Data shown below:

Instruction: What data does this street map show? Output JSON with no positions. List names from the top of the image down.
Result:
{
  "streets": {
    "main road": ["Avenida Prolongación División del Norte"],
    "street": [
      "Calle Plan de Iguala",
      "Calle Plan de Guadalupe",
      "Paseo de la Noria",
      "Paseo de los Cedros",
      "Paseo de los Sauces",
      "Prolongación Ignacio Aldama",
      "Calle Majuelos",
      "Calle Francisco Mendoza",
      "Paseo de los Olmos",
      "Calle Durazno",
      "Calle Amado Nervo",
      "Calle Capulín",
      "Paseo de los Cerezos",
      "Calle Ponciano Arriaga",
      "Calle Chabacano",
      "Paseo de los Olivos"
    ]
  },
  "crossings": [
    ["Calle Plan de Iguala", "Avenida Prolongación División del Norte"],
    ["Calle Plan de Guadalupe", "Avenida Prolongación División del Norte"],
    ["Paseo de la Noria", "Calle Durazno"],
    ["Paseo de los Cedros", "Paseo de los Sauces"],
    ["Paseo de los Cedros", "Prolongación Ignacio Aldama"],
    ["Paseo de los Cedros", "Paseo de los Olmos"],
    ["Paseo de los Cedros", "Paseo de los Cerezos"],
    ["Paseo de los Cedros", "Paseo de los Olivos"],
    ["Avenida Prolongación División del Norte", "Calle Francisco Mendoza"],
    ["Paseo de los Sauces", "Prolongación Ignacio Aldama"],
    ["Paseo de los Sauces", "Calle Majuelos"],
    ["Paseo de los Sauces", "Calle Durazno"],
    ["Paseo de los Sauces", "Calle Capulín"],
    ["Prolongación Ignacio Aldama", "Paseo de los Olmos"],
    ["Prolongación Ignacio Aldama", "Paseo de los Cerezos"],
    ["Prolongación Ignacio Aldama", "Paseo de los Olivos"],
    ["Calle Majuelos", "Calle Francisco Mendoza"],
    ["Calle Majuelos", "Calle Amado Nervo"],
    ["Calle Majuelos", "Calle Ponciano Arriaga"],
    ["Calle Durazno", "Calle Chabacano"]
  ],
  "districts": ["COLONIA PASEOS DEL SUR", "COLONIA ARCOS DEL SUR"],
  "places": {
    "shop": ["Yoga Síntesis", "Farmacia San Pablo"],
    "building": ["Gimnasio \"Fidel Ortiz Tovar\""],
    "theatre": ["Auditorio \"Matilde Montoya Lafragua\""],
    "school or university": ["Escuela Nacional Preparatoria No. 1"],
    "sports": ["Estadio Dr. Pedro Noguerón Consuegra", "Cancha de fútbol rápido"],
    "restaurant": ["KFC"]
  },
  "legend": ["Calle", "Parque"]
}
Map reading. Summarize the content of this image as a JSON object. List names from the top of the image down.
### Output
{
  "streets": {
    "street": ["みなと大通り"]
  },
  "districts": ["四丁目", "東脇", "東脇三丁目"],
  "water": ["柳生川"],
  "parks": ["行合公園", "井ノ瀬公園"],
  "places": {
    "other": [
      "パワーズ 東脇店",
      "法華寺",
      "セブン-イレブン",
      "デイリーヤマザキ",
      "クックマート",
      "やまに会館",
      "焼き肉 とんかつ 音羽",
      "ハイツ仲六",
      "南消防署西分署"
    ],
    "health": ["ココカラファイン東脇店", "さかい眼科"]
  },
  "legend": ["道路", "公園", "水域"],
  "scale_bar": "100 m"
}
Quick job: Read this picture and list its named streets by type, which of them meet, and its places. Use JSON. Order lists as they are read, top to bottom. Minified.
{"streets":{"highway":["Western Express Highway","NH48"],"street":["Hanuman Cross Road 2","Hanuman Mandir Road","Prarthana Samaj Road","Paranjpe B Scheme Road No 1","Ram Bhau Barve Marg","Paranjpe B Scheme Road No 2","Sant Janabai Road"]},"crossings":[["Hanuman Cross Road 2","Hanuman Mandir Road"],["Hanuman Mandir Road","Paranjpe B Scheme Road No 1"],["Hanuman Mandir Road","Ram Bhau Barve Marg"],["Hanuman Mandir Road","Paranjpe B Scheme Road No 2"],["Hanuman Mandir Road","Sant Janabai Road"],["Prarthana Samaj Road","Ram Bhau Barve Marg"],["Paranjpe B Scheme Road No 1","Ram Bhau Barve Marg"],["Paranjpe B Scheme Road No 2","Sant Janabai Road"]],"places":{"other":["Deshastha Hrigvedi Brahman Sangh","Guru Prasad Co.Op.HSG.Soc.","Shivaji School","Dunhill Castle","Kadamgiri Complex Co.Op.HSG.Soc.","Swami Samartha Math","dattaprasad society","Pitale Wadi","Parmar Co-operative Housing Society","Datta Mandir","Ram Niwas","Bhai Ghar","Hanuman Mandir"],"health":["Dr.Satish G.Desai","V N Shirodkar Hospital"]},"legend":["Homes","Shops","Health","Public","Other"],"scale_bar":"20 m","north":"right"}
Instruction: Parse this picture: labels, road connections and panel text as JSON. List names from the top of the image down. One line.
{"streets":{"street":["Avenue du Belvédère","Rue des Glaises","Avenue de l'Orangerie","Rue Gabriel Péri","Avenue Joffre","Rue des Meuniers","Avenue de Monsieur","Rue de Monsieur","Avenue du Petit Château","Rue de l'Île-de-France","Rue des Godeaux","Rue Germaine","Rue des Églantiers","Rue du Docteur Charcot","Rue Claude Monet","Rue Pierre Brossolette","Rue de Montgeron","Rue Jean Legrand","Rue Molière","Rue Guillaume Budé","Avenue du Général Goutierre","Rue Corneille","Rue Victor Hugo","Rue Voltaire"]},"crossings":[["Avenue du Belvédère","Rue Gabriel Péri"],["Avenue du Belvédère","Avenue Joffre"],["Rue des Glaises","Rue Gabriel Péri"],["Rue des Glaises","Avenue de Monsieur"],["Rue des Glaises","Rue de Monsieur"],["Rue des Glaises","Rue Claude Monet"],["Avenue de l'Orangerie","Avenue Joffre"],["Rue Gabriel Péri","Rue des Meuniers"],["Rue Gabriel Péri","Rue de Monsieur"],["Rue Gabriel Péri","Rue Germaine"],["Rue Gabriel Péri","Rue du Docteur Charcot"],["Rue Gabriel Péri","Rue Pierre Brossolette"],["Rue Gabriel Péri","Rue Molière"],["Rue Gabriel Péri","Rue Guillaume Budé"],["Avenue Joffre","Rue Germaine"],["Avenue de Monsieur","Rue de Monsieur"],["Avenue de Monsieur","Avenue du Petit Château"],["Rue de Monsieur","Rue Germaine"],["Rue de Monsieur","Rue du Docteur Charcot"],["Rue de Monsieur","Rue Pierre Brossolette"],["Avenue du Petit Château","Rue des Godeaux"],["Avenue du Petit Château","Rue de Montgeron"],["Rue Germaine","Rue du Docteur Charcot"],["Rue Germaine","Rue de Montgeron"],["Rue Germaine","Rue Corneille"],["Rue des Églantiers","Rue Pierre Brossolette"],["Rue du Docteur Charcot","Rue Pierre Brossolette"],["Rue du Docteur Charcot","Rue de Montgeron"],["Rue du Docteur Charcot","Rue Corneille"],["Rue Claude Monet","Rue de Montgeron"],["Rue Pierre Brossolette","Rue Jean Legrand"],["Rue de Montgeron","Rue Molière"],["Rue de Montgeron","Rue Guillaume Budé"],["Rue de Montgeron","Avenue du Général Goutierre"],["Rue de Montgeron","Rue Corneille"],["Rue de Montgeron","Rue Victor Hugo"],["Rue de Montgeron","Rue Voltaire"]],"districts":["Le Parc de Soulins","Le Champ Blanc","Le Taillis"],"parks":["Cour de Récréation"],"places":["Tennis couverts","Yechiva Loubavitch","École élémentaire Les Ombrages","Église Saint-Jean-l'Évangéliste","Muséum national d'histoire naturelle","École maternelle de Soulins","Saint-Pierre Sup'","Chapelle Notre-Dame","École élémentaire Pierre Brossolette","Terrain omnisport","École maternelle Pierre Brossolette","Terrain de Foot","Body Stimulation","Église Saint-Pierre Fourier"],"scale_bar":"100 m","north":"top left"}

End of Data shown.

Aim of the exercise: The word "Ponciano" appears in some lines above. Return every one of those lines.

Finished exercise:
      "Calle Ponciano Arriaga",
    ["Calle Majuelos", "Calle Ponciano Arriaga"],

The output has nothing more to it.